Simon Jackson, CEO at SDL Surveying, says one of the biggest setbacks to meeting the Government’s target of 370,000 new homes annually is the lack of buyers for affordable housing.

Related topics:  Blogs,  First-time buyer
Simon Jackson | SDL Surveying
28th January 2025
Simon Jackson SDL Surveying
"Perhaps the new talks underway could create an opportunity for collaboration between developers, the Government, and regulators to coordinate efforts to stimulate both homebuilding and the first-time buyer market."

As figures reveal a rise in the number of under 45s renting, the need for new housing - and for the Government to meet its targets - is growing by the day.

Hamptons’ latest Lettings Index, based on English Housing Survey figures, reveals a role reversal over the past twelve months, with the under 45s now driving the growth in the rental market, compared to over 45s during the last decade.

Between 2013/14 and 2023/24, the number of renters aged 45-plus rose by 24% (from 1.43m to 1.77m). Meanwhile, over the same period, the number of renters under 45 fell by 1% (from 3.45m to 3.43m), despite an increase in the overall population during this time.

However, in the past year, there has been a sharp rise in the number of Millennials renting. Over the last 12 months, the number of under 45s renting increased by 149,000, bringing the total to 3.4m. In contrast, the number of over 45s renting dropped by 79,000 during the same period, possibly due to these renters having more time to save or benefiting from longer mortgage term options.

Under 45s paid £56.2bn in rent in 2024, accounting for 66% of all rent paid. Redirecting some of this spending towards helping them get a footing on the housing ladder wouldn’t be a bad idea. Encouragingly, the Government and regulators have hinted at potential changes to support first-time buyers, which would be a positive step.

Allowing lenders to allocate more than 15% of their total mortgage book to borrowers at over 4.5 times their annual income would help the first-time buyer market significantly. As would factoring in rental payment history as part of affordability tests, rather than focusing solely on income.

At a standstill

While mortgage rates are expected to come down this year, the end of the stamp duty holiday risks offsetting any savings for first-time buyers. In the absence of Help to Buy, perhaps the new talks underway could create an opportunity for collaboration between developers, the Government, and regulators to coordinate efforts to stimulate both homebuilding and the first-time buyer market.

Although the government has shown some positive signs with its housebuilding targets, the latest Housing Pipeline Report from the Home Builders Federation (HBF) makes for grim reading. 

In Q3 2024, only 2,260 sites were approved for development - down 10% from the previous quarter - and the lowest number the HBF has tracked since 2006. Over the past year, the rolling annual total of approved sites has fallen to a record low of 10,180. Although the number of units approved in Q3 saw a slight 2% rise to 57,356, this figure is still 40% lower than the peak. 

To meet the Government’s target of 370,000 new homes annually, approvals would need to rise by over 150%. And right now, we’re clearly nowhere near this.

Nobody to buy affordable homes

One of the biggest setbacks is the lack of buyers for affordable housing according to the HBF. At least 17,432 affordable homes with planning permission are currently stalled due to a shortage of Registered Providers (RPs) - local housing associations or local authorities who purchase these homes from developers and rent them out.

The HBF’s Bid Farewell report pinpoints 139 building sites across the UK that are delayed for this reason.

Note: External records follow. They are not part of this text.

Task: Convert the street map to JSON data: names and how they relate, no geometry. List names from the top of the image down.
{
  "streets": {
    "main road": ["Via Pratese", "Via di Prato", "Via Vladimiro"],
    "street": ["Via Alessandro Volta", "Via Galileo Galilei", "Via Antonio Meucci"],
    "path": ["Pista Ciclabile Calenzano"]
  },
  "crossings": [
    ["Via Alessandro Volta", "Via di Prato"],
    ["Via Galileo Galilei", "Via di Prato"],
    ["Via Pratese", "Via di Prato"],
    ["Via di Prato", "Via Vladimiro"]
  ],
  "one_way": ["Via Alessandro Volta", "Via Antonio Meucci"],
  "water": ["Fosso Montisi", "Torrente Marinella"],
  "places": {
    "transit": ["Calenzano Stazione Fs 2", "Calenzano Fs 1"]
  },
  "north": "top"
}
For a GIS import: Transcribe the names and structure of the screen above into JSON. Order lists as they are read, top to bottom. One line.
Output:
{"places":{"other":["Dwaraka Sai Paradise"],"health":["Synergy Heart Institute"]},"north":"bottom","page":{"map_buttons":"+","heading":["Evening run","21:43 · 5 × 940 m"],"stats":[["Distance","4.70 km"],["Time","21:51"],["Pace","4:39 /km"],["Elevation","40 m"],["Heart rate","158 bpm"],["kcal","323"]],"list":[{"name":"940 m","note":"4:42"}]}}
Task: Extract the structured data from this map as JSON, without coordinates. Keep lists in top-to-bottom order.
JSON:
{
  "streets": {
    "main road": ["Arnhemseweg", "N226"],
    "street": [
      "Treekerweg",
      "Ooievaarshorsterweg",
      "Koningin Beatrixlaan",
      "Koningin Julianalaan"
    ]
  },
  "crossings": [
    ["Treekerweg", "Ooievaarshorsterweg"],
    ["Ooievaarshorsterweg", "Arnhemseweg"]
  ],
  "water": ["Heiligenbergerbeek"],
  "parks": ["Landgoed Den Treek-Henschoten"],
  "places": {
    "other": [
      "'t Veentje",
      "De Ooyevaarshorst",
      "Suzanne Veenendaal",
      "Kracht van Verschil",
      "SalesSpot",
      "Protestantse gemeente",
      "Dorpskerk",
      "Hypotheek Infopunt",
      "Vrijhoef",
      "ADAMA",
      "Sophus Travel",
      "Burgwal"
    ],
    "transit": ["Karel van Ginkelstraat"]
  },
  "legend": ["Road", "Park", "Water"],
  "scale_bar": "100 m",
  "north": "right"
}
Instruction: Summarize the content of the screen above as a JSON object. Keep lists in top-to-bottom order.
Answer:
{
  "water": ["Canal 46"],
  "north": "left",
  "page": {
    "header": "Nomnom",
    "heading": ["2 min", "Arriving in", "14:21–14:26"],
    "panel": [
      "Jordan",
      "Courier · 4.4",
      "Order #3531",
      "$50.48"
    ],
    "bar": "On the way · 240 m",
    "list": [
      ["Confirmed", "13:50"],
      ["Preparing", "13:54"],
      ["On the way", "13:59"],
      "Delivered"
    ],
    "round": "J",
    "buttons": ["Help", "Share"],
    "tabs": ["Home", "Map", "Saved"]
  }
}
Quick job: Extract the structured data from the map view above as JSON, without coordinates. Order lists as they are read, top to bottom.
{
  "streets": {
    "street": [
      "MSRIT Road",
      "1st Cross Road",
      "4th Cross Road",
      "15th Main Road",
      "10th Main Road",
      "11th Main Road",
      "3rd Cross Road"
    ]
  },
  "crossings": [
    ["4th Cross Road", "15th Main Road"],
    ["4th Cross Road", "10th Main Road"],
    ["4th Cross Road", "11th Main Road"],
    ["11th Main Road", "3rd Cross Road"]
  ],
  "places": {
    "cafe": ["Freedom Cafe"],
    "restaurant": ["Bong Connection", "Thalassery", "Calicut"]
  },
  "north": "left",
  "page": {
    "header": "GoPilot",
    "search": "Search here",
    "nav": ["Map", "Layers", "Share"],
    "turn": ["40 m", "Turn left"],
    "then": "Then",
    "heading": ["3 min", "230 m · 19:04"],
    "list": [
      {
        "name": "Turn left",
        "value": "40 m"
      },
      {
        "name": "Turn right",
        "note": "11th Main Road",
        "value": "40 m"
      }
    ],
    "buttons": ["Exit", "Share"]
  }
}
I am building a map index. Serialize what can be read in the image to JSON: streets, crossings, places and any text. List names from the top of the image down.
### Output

As we know, when private house builders are given planning permission, local authorities require a percentage of the homes on the site to be affordable.

Normally, developers sell these affordable units to RPs at discounted rates, but the HBF says a combination of economic pressures and policy challenges has reduced RP participation in recent years. For smaller developers, this often means they can’t secure the development finance needed to begin construction. Larger projects can also be held up, it says, as the planning permission often requires the affordable element of the site to be delivered by a certain trigger point.

Just like mortgage borrowers, local housing associations will also have faced rising borrowing costs. With the expectation they offer rent at affordable prices, the numbers may no longer add up as they once did in a low-cost borrowing environment.

While the Government’s intentions might be good, you can’t help but wonder if they’ve underestimated the scale of the task. It’s perhaps now becoming clearer why those homes haven’t been built over the past decade and more.

It feels a bit like pulling on a loose thread in a jumper - each time we think we’re making progress, another problem unravels. The HBF warns if the affordable housing element of developments isn’t addressed soon, it could derail the Government’s 1.5 million homes plan. Meanwhile, younger renters are still struggling to get onto the property ladder, and the demand for affordable housing keeps growing.

Without enough homes to meet this demand, the UK risks creating a permanent generation of renters. Let’s hope that when the Government, regulators, and possibly lenders sit down at the table soon, it also helps give developers the boost they need to get building again.